**Action item**
Read through the entries below and copy each line where "Gonzalos" turns up.

Provided material below:

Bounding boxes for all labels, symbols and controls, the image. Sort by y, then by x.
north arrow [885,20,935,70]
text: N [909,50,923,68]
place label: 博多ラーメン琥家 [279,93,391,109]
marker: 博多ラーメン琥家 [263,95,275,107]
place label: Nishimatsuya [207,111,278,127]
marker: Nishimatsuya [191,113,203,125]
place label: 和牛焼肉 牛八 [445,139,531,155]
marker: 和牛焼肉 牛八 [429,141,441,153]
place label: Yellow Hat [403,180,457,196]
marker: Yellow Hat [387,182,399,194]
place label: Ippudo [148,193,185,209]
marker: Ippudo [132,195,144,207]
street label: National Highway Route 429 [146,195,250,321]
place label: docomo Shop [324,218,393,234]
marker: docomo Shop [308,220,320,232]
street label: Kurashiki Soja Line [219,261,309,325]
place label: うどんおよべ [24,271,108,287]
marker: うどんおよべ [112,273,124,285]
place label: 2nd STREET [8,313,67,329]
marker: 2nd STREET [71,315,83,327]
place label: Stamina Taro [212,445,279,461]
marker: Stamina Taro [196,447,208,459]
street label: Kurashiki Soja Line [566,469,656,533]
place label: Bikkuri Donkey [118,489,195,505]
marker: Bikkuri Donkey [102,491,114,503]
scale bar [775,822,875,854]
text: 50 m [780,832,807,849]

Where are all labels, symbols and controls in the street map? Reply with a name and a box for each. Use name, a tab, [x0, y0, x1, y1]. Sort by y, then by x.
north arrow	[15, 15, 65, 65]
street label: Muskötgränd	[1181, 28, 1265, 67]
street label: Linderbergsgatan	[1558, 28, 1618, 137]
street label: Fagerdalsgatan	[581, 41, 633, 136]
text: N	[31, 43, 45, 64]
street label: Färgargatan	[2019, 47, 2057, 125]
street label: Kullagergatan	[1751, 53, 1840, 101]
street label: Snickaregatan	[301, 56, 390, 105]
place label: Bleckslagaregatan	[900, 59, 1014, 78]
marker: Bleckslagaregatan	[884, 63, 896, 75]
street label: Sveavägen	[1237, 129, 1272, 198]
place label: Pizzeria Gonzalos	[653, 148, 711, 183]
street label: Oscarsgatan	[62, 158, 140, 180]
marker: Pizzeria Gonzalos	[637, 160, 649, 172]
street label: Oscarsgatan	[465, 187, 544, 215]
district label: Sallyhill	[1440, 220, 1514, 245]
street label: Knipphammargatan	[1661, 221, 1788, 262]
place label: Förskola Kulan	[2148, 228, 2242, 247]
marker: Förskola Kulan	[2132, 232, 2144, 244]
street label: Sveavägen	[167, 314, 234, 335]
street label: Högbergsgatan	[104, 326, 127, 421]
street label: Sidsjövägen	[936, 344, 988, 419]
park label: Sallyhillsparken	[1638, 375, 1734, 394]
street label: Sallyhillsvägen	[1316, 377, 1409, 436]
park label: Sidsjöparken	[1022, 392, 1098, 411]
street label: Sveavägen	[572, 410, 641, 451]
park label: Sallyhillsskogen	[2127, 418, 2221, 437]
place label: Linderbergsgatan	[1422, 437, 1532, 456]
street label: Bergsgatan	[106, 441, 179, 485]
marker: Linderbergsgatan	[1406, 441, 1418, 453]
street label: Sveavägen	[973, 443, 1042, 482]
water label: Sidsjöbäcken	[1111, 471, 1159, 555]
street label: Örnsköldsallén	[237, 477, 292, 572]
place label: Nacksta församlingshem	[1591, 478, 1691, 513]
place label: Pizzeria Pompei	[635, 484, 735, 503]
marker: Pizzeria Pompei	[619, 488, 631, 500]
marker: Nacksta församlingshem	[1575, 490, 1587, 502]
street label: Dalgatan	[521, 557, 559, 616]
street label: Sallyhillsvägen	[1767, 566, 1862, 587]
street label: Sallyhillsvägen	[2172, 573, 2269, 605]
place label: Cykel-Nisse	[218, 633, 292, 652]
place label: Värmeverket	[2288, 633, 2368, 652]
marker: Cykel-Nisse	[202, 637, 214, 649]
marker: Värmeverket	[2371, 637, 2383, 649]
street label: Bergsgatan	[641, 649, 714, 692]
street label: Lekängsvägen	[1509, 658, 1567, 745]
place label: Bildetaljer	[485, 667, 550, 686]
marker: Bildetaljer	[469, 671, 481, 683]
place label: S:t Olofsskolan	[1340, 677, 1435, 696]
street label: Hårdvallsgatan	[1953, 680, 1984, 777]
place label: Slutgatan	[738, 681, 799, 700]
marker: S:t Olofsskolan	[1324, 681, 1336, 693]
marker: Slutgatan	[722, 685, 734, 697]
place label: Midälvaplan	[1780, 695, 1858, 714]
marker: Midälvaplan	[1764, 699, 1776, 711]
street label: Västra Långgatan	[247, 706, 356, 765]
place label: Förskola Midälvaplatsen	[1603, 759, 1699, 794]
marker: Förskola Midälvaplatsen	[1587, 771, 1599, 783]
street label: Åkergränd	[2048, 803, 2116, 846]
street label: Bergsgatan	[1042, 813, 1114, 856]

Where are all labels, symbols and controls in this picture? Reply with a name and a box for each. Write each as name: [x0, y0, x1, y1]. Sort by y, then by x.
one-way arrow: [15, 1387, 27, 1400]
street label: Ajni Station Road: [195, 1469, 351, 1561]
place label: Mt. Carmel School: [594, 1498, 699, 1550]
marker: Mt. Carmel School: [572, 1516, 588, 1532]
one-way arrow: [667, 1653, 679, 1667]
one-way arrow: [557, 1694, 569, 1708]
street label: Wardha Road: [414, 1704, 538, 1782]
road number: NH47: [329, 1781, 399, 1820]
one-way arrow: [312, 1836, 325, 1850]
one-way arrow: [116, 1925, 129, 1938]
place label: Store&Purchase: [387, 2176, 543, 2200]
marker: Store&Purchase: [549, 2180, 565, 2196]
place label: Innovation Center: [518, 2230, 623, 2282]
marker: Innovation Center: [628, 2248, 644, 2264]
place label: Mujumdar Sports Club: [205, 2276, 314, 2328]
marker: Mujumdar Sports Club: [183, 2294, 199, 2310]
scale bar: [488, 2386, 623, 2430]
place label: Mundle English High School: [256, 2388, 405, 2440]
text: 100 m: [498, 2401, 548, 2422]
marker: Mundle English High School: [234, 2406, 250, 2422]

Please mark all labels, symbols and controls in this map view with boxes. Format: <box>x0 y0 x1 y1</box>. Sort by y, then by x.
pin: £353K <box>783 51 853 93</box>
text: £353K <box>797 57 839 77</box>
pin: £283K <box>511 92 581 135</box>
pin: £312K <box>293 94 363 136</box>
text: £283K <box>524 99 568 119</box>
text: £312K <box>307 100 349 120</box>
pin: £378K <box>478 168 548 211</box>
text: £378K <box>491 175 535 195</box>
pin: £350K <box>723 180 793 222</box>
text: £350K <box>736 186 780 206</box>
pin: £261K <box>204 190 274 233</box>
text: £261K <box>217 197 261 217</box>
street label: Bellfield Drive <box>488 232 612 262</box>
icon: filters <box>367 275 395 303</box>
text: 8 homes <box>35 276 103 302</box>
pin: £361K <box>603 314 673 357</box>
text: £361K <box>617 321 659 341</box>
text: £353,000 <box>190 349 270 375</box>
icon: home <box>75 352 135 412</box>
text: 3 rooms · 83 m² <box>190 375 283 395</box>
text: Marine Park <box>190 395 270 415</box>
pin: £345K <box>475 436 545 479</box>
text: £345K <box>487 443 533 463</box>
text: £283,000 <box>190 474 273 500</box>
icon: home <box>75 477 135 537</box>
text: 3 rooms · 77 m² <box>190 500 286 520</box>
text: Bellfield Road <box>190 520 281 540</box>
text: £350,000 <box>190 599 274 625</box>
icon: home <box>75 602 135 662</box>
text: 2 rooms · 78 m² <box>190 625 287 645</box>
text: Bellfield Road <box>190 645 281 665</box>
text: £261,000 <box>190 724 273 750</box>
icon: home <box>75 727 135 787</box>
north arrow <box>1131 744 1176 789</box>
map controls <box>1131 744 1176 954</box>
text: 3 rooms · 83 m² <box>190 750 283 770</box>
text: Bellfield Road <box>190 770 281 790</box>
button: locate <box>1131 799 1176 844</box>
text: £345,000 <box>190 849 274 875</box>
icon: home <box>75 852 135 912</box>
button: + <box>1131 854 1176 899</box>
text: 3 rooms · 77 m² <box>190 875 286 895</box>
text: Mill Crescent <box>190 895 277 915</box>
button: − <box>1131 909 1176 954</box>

End of Provided material.

**Output below**
place label: Pizzeria Gonzalos	[653, 148, 711, 183]
marker: Pizzeria Gonzalos	[637, 160, 649, 172]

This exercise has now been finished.